TASK INSTRUCTIONS | Could you print every line from the first one of the records below through the line containing "filter:drop-shadow(2px 0 #3f574c)", with both included and nothing else?

EXTRACTED RECORDS |
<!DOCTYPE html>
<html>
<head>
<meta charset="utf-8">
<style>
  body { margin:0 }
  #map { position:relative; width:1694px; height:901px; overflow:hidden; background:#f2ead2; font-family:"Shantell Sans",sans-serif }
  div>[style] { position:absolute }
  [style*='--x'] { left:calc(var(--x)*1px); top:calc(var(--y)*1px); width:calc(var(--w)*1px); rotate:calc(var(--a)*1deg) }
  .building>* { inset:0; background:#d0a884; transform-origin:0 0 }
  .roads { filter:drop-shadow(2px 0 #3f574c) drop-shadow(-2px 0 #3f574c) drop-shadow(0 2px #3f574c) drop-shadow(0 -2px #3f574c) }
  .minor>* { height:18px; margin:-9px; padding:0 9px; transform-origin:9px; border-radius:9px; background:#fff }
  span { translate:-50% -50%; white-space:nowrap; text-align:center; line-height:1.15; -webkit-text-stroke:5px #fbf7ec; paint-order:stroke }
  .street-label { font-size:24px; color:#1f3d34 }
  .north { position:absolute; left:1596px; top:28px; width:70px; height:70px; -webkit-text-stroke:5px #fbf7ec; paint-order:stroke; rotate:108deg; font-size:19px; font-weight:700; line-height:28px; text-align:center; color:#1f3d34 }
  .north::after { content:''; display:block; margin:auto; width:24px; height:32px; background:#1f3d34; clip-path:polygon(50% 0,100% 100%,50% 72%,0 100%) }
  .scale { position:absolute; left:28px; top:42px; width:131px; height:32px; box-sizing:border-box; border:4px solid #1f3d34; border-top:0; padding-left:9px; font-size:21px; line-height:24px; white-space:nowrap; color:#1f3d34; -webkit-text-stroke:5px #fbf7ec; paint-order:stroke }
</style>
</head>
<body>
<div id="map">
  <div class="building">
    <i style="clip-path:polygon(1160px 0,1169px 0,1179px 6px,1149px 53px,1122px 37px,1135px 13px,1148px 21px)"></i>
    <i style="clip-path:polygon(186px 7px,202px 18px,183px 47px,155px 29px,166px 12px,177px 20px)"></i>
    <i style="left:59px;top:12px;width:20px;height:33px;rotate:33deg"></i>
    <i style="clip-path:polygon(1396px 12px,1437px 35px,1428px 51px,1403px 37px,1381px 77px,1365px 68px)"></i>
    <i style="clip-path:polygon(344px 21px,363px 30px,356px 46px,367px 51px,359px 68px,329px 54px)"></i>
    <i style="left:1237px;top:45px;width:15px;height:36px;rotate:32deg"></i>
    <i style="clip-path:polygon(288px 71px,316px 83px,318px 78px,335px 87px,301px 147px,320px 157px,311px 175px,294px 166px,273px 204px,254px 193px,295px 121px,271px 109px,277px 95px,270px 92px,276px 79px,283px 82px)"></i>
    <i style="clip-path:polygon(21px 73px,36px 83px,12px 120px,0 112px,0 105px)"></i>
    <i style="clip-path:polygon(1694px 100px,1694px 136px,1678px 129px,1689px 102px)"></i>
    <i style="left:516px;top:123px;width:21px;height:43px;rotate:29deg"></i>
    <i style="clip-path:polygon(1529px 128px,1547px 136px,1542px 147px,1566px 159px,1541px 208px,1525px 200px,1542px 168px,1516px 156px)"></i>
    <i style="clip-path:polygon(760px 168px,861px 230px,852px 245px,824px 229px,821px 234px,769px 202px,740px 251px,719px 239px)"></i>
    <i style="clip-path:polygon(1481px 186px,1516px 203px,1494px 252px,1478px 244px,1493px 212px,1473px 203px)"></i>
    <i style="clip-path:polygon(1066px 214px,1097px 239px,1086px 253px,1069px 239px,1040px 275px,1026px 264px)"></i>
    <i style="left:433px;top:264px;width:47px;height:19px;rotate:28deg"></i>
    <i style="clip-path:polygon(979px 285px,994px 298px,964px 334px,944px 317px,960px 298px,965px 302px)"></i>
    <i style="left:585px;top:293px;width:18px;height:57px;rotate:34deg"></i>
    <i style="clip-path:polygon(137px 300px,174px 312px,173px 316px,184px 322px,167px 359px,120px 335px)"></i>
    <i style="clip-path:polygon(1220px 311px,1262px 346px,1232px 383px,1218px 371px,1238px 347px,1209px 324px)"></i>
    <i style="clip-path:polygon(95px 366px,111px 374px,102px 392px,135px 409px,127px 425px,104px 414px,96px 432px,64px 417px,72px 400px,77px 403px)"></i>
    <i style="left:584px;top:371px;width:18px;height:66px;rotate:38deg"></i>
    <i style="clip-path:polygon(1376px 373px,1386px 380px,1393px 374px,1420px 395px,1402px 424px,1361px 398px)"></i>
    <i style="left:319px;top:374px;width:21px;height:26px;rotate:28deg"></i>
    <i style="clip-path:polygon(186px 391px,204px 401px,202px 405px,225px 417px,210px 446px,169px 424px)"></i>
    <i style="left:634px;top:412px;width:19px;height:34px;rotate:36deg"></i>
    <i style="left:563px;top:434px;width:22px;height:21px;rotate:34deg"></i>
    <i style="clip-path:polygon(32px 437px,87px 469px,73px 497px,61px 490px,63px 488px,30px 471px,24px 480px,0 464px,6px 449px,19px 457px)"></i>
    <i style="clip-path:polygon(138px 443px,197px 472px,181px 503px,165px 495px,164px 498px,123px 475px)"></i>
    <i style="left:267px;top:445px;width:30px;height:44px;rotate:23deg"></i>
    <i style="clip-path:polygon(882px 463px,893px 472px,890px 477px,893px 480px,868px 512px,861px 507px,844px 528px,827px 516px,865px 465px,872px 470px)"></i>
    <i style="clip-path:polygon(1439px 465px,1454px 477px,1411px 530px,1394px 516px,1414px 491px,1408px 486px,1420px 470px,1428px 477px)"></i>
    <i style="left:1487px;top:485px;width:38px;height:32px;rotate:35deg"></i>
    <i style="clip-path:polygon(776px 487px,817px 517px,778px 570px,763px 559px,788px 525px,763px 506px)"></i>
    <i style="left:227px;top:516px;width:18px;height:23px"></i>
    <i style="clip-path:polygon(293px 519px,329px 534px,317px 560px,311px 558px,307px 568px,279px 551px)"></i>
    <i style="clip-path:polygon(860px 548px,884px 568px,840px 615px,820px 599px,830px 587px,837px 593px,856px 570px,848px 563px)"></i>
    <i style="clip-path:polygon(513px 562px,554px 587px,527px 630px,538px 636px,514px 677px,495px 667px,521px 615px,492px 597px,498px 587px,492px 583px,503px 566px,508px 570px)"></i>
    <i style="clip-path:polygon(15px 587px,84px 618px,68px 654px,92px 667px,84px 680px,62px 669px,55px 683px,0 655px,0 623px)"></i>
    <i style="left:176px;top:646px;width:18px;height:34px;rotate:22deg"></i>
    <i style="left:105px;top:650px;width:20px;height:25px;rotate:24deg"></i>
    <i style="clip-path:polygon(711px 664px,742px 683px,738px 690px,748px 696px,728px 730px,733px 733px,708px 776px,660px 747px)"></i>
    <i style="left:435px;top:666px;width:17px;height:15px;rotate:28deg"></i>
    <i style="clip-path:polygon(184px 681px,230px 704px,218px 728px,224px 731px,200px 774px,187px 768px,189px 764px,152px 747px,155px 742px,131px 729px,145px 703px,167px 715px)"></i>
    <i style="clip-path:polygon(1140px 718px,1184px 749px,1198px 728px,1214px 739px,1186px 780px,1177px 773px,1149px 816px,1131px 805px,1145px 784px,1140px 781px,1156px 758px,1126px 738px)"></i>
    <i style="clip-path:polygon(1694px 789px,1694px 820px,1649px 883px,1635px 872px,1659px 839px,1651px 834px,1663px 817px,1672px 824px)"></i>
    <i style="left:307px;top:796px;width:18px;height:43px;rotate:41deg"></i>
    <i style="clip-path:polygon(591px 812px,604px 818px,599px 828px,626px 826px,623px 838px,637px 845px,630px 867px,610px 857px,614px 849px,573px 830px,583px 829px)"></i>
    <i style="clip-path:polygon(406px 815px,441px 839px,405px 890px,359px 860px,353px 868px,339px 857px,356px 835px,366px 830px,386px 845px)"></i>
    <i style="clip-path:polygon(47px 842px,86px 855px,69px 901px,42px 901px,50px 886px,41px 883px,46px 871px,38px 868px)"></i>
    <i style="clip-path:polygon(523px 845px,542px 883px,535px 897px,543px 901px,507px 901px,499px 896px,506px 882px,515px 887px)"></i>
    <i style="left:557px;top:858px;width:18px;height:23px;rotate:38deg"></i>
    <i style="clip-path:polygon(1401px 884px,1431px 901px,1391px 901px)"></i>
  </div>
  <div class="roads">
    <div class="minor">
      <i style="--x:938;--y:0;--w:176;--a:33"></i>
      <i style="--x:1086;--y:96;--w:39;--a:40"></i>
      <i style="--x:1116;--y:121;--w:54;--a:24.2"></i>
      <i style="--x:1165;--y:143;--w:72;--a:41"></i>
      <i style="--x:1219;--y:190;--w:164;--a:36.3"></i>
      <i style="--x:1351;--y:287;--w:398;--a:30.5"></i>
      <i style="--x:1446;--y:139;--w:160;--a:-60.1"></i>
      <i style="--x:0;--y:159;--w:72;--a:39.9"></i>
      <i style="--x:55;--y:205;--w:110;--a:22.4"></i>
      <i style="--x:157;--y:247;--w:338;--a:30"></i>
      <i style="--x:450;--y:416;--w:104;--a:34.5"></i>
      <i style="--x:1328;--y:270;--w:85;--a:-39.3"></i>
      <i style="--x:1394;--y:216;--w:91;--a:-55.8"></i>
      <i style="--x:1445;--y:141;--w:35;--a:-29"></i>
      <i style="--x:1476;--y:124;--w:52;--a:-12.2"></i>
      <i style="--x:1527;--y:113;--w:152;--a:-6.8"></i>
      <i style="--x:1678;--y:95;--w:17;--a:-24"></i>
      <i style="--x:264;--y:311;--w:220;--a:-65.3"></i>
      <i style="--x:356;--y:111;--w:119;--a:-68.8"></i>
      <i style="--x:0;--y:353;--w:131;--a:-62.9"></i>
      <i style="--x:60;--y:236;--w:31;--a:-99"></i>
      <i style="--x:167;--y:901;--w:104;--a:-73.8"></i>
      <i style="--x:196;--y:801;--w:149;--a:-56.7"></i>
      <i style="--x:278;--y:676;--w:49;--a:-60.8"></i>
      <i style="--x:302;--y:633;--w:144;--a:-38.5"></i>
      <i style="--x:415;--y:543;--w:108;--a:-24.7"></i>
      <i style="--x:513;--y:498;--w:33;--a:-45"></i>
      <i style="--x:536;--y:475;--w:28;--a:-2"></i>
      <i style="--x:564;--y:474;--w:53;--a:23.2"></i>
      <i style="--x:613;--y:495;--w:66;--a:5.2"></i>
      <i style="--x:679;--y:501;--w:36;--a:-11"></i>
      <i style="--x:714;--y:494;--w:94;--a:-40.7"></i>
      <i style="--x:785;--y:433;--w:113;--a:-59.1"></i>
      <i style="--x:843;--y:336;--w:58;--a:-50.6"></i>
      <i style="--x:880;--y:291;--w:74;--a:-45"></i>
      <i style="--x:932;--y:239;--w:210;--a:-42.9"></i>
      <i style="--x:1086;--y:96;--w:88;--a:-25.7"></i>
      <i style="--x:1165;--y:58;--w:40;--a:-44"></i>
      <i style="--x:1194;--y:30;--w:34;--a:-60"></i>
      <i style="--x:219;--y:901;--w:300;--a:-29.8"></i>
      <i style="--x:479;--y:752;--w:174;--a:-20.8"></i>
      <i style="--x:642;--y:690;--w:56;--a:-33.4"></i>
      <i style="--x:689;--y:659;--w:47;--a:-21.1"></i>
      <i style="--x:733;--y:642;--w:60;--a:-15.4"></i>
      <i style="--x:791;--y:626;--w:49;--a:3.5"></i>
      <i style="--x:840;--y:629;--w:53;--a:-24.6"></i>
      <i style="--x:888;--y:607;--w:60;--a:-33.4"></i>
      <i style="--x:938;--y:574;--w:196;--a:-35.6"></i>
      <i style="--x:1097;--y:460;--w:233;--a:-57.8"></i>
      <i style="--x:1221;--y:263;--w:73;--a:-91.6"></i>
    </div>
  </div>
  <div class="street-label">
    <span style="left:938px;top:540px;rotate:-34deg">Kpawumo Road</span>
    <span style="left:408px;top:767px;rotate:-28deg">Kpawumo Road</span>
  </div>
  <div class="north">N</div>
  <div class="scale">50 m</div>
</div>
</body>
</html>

SOLUTION TO THE EXERCISE |
<!DOCTYPE html>
<html>
<head>
<meta charset="utf-8">
<style>
  body { margin:0 }
  #map { position:relative; width:1694px; height:901px; overflow:hidden; background:#f2ead2; font-family:"Shantell Sans",sans-serif }
  div>[style] { position:absolute }
  [style*='--x'] { left:calc(var(--x)*1px); top:calc(var(--y)*1px); width:calc(var(--w)*1px); rotate:calc(var(--a)*1deg) }
  .building>* { inset:0; background:#d0a884; transform-origin:0 0 }
  .roads { filter:drop-shadow(2px 0 #3f574c) drop-shadow(-2px 0 #3f574c) drop-shadow(0 2px #3f574c) drop-shadow(0 -2px #3f574c) }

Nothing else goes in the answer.